_Task brief_
What is the number of lines below that hold "fabs"? Answer with that number only.

_Listed records_
((

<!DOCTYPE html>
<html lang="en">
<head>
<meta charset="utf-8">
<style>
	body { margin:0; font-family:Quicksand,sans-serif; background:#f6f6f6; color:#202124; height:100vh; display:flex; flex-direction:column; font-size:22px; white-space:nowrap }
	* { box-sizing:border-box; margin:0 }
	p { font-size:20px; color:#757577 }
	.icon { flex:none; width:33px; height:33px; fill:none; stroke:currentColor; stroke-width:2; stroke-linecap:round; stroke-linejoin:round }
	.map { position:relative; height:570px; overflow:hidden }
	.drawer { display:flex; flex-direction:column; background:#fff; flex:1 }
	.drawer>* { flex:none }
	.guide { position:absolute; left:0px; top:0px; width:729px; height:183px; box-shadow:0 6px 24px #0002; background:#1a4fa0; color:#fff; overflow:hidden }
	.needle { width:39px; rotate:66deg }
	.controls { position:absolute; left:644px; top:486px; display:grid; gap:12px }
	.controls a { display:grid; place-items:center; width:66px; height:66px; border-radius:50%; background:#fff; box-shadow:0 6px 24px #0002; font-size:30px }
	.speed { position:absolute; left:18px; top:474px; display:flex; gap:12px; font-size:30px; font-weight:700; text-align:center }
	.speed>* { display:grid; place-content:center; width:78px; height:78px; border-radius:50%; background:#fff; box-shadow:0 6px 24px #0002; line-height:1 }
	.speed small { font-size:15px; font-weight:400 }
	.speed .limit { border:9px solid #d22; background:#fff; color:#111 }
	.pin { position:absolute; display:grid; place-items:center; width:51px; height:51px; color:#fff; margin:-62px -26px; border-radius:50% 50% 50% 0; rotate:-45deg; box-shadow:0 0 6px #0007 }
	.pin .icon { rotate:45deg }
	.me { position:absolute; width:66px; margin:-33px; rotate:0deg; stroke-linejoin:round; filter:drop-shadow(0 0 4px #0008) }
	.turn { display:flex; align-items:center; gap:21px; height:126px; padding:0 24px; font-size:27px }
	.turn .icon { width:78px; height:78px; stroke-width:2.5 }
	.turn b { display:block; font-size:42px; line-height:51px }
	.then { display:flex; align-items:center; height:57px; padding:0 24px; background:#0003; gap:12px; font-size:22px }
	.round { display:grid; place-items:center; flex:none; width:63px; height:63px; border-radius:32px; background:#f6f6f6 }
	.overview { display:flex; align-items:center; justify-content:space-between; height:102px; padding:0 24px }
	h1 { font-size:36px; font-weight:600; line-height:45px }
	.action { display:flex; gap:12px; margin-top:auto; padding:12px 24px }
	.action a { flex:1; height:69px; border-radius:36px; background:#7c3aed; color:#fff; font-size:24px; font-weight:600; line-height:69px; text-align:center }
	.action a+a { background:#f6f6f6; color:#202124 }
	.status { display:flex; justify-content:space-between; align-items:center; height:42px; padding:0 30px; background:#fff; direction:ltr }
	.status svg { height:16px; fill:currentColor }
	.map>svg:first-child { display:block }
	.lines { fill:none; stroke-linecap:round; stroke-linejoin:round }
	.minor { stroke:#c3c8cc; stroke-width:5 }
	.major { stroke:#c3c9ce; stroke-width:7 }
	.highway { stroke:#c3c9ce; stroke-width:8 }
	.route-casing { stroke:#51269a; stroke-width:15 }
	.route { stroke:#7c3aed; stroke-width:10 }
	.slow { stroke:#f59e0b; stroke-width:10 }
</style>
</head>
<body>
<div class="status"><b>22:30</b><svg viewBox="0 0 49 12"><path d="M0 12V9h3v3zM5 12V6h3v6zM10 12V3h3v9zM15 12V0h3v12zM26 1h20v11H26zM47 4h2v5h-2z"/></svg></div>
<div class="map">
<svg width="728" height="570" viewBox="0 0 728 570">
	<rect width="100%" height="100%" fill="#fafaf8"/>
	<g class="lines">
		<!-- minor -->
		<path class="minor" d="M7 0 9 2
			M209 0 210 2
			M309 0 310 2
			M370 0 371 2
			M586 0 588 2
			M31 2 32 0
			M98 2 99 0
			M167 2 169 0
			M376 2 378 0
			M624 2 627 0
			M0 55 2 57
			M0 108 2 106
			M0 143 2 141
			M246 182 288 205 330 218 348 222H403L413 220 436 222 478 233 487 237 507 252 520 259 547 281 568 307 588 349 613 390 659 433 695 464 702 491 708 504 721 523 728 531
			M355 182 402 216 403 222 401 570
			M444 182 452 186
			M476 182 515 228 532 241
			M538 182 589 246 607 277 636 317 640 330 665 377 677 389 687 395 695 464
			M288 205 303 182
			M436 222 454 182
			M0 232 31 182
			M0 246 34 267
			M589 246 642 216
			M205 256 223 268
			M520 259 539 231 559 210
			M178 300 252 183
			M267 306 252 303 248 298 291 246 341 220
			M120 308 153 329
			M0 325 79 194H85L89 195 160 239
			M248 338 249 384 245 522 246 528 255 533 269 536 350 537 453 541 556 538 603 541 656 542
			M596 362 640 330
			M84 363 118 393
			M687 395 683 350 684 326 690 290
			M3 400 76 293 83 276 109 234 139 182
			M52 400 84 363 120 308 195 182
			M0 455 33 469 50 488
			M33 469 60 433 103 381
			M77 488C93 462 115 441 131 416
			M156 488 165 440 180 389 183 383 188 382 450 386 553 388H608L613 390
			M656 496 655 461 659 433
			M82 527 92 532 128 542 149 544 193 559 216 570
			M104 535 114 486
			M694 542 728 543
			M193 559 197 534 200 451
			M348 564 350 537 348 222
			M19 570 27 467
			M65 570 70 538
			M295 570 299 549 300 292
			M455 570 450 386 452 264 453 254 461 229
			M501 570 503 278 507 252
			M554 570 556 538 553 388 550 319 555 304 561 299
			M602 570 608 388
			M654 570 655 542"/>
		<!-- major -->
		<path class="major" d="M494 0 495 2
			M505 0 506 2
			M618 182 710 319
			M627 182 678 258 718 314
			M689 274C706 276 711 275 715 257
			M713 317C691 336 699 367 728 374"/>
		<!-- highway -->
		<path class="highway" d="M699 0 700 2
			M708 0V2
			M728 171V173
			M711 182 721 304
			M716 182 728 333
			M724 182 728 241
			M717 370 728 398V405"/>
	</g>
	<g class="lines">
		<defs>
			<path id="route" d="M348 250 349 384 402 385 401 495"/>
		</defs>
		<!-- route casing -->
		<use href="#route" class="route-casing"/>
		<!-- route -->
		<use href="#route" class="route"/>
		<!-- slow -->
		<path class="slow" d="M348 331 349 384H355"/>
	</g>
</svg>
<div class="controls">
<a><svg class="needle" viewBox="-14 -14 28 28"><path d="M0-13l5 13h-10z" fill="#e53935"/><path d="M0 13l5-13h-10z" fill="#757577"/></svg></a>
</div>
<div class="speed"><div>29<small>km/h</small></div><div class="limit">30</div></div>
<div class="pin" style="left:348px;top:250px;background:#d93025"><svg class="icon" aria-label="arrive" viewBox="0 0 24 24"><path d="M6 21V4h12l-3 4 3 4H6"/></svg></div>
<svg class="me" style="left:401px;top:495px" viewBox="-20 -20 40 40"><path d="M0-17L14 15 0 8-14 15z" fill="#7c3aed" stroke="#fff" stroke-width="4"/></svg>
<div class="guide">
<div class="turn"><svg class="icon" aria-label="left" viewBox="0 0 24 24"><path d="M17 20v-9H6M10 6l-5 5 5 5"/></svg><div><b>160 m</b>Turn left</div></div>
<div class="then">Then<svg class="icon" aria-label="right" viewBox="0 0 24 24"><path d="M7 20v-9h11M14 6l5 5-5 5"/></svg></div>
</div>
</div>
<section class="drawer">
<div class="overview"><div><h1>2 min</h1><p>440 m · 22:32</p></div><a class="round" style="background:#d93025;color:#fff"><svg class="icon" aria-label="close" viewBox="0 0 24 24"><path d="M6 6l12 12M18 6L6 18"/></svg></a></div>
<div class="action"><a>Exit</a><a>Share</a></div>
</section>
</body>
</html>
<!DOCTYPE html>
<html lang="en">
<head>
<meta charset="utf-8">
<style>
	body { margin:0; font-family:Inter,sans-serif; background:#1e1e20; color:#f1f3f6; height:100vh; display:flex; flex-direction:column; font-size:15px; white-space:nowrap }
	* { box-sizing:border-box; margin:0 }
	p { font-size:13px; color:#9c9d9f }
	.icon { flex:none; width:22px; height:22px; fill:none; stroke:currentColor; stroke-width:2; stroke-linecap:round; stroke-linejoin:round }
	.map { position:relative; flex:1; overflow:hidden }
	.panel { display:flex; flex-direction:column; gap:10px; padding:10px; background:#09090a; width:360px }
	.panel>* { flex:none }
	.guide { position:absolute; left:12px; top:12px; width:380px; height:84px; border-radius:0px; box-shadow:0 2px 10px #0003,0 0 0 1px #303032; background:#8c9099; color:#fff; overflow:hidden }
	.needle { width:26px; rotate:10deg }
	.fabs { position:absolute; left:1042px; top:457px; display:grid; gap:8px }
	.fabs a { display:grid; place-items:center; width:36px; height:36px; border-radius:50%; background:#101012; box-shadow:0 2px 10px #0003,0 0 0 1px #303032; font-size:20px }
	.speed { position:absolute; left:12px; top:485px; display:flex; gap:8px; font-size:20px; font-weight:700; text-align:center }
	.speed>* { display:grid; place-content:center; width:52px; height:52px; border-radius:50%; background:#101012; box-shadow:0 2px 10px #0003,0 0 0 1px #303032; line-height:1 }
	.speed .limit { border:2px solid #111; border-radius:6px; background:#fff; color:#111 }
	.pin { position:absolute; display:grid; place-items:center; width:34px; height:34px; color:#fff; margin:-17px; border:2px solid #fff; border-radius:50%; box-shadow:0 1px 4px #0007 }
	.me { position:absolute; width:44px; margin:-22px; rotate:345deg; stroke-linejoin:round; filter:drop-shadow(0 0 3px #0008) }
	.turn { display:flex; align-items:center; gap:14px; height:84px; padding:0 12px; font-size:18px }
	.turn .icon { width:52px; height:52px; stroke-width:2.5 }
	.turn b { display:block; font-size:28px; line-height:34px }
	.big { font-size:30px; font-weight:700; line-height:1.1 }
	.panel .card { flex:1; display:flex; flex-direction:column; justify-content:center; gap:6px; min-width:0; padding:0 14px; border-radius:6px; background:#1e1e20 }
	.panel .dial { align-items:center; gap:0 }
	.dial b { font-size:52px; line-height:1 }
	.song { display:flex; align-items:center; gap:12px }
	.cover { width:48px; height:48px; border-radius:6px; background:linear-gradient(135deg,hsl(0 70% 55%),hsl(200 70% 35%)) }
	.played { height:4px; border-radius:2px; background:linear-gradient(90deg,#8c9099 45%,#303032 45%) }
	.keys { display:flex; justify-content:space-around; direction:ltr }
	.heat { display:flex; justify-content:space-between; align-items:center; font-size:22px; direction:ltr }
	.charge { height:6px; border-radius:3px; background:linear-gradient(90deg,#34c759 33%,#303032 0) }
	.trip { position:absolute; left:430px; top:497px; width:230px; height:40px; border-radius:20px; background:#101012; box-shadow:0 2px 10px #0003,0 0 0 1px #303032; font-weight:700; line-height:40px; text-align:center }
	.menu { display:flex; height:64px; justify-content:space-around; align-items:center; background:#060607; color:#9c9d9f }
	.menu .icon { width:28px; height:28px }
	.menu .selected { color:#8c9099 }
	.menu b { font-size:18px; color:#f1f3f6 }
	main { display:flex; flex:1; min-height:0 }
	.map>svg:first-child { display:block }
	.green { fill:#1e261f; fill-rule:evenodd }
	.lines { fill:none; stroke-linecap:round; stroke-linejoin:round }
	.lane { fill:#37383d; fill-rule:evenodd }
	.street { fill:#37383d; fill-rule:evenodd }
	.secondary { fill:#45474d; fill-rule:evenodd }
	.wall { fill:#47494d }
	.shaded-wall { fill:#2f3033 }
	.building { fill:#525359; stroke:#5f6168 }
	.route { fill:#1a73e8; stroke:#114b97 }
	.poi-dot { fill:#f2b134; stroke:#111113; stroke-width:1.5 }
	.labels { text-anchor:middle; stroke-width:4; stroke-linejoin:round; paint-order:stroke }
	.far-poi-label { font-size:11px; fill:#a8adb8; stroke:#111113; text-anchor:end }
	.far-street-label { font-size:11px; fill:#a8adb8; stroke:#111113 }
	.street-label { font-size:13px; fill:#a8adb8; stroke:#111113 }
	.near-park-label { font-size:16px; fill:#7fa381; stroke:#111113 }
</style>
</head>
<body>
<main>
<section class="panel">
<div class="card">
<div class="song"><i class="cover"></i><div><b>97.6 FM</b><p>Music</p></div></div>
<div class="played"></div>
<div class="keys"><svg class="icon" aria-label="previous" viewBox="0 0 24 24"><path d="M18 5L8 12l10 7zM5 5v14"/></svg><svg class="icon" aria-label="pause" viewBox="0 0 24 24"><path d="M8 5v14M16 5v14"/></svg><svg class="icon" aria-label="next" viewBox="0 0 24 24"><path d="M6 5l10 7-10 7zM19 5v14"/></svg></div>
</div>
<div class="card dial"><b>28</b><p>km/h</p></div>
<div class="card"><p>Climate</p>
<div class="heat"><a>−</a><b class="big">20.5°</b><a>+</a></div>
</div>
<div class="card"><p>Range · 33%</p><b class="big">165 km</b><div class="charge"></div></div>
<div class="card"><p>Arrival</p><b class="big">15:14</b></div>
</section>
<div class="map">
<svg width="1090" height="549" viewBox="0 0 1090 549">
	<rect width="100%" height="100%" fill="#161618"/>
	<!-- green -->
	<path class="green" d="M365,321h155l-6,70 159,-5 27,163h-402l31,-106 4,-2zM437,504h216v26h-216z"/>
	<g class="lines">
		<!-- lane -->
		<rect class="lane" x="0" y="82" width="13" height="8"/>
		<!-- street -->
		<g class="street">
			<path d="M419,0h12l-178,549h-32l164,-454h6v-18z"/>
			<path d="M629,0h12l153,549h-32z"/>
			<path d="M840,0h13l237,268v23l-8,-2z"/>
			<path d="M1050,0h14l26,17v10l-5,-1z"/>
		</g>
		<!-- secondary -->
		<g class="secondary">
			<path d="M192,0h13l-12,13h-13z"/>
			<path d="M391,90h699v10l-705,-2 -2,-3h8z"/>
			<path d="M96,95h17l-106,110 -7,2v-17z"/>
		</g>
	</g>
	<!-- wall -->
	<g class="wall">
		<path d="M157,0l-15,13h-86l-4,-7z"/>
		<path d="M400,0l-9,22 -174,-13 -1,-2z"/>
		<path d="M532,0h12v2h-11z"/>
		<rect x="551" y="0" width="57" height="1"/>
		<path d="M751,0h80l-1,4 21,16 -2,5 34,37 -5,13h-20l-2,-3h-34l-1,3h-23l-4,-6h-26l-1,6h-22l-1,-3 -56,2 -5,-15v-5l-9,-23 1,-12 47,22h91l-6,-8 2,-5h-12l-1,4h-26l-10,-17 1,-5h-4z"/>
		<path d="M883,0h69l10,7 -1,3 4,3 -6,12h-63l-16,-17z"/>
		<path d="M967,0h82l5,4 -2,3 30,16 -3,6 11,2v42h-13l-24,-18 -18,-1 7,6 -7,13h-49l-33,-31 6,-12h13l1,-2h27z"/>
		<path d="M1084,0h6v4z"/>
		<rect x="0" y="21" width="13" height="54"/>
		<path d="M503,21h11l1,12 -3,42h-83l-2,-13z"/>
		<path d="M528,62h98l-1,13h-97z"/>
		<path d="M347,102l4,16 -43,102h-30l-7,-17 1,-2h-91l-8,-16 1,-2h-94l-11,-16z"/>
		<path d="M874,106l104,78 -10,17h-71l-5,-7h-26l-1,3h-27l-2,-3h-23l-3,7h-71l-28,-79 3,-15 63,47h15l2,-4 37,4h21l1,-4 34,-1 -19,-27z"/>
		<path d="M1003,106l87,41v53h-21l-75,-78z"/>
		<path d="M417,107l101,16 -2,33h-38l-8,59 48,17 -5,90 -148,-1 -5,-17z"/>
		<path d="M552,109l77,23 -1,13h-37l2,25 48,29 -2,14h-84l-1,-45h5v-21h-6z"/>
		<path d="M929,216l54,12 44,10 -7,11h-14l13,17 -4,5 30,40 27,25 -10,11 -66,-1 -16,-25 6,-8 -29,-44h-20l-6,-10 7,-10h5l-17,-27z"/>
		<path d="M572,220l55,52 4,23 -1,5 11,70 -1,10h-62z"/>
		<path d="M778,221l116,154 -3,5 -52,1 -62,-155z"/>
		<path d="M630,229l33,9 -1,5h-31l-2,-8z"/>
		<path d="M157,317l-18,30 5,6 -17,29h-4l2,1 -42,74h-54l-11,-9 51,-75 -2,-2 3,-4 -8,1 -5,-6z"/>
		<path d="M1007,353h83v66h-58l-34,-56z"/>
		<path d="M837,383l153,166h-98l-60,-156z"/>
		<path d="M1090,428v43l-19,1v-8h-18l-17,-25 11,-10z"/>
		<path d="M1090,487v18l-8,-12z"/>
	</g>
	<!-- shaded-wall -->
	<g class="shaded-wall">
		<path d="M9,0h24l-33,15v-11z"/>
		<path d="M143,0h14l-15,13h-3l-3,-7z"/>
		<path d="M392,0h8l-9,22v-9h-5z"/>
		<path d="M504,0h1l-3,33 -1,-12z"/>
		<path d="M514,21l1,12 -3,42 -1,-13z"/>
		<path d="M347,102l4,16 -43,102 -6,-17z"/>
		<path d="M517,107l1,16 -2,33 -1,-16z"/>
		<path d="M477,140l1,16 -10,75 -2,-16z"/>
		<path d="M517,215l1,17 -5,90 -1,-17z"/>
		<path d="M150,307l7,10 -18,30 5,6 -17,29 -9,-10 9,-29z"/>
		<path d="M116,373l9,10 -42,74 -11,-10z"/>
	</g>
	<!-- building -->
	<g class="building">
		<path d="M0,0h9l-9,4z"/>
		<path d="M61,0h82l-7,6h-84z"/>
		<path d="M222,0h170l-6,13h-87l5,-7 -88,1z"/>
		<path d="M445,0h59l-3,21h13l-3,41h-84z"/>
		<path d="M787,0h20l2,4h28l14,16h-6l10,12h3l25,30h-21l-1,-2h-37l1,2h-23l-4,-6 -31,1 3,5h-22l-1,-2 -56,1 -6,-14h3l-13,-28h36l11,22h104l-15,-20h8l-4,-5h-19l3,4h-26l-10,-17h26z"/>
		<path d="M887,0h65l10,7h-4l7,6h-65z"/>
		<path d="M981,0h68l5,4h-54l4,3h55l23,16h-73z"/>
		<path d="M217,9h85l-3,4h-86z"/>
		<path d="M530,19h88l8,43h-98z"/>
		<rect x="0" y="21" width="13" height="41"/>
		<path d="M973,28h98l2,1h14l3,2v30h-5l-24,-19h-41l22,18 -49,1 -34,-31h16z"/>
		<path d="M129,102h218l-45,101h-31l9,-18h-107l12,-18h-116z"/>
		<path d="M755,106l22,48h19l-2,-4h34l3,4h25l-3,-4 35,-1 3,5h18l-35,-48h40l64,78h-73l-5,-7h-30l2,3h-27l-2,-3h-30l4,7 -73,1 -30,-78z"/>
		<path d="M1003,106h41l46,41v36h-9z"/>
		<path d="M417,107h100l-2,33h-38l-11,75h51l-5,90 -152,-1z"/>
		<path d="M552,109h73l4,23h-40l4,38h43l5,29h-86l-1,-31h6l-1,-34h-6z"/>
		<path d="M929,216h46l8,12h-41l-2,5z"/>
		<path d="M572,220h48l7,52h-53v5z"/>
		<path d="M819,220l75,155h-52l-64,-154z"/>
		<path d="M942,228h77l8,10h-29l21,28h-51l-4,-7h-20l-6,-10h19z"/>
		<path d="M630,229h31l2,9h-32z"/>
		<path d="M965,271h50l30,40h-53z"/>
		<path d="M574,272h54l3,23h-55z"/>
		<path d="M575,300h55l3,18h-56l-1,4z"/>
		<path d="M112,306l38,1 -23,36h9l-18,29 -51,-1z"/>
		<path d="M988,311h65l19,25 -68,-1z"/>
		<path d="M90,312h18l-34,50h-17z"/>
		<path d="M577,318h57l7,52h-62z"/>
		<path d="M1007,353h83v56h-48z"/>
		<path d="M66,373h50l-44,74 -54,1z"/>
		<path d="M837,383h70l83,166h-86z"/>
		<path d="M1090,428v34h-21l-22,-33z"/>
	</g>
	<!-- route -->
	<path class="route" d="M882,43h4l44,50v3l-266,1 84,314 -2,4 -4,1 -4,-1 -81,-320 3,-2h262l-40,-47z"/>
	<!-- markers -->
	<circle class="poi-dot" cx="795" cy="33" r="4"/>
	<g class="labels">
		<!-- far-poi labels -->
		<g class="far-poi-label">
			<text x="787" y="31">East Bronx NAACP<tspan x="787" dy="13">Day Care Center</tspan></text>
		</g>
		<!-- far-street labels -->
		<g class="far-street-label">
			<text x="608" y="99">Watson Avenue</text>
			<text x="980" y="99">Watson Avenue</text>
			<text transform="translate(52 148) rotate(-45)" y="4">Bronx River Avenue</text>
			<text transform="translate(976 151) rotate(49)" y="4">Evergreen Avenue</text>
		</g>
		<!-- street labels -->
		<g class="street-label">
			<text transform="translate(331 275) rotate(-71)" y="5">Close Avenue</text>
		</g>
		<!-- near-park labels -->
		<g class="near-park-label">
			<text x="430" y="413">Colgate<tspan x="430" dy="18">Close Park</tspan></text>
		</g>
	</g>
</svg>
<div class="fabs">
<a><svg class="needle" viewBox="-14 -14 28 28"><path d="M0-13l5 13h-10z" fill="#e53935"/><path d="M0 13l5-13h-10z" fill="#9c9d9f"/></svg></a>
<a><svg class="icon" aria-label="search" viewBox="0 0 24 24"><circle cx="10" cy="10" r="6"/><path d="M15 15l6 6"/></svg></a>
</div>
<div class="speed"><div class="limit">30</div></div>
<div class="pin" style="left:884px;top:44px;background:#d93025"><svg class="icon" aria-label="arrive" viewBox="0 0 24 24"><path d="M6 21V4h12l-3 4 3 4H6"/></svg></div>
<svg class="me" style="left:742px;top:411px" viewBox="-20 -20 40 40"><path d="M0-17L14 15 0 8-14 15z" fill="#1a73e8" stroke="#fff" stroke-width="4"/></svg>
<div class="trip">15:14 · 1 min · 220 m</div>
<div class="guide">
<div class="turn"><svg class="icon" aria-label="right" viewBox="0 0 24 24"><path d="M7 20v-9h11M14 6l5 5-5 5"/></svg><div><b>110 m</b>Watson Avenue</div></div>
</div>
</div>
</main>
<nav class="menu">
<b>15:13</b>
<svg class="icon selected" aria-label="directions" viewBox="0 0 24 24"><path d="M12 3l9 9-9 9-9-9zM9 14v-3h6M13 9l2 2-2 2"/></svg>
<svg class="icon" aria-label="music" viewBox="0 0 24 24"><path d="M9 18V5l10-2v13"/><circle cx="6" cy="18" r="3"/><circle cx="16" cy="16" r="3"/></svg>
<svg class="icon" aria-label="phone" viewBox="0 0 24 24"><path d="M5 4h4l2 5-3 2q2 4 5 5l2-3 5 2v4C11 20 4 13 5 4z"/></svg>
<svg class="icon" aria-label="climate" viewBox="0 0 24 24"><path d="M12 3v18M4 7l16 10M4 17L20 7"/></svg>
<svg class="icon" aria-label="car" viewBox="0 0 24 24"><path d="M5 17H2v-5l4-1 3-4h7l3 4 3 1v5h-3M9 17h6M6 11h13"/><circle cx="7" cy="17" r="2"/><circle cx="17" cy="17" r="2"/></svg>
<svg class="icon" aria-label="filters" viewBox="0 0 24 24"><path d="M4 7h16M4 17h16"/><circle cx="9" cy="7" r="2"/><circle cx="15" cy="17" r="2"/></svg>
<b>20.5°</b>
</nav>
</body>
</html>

))

_Reply to the task_
3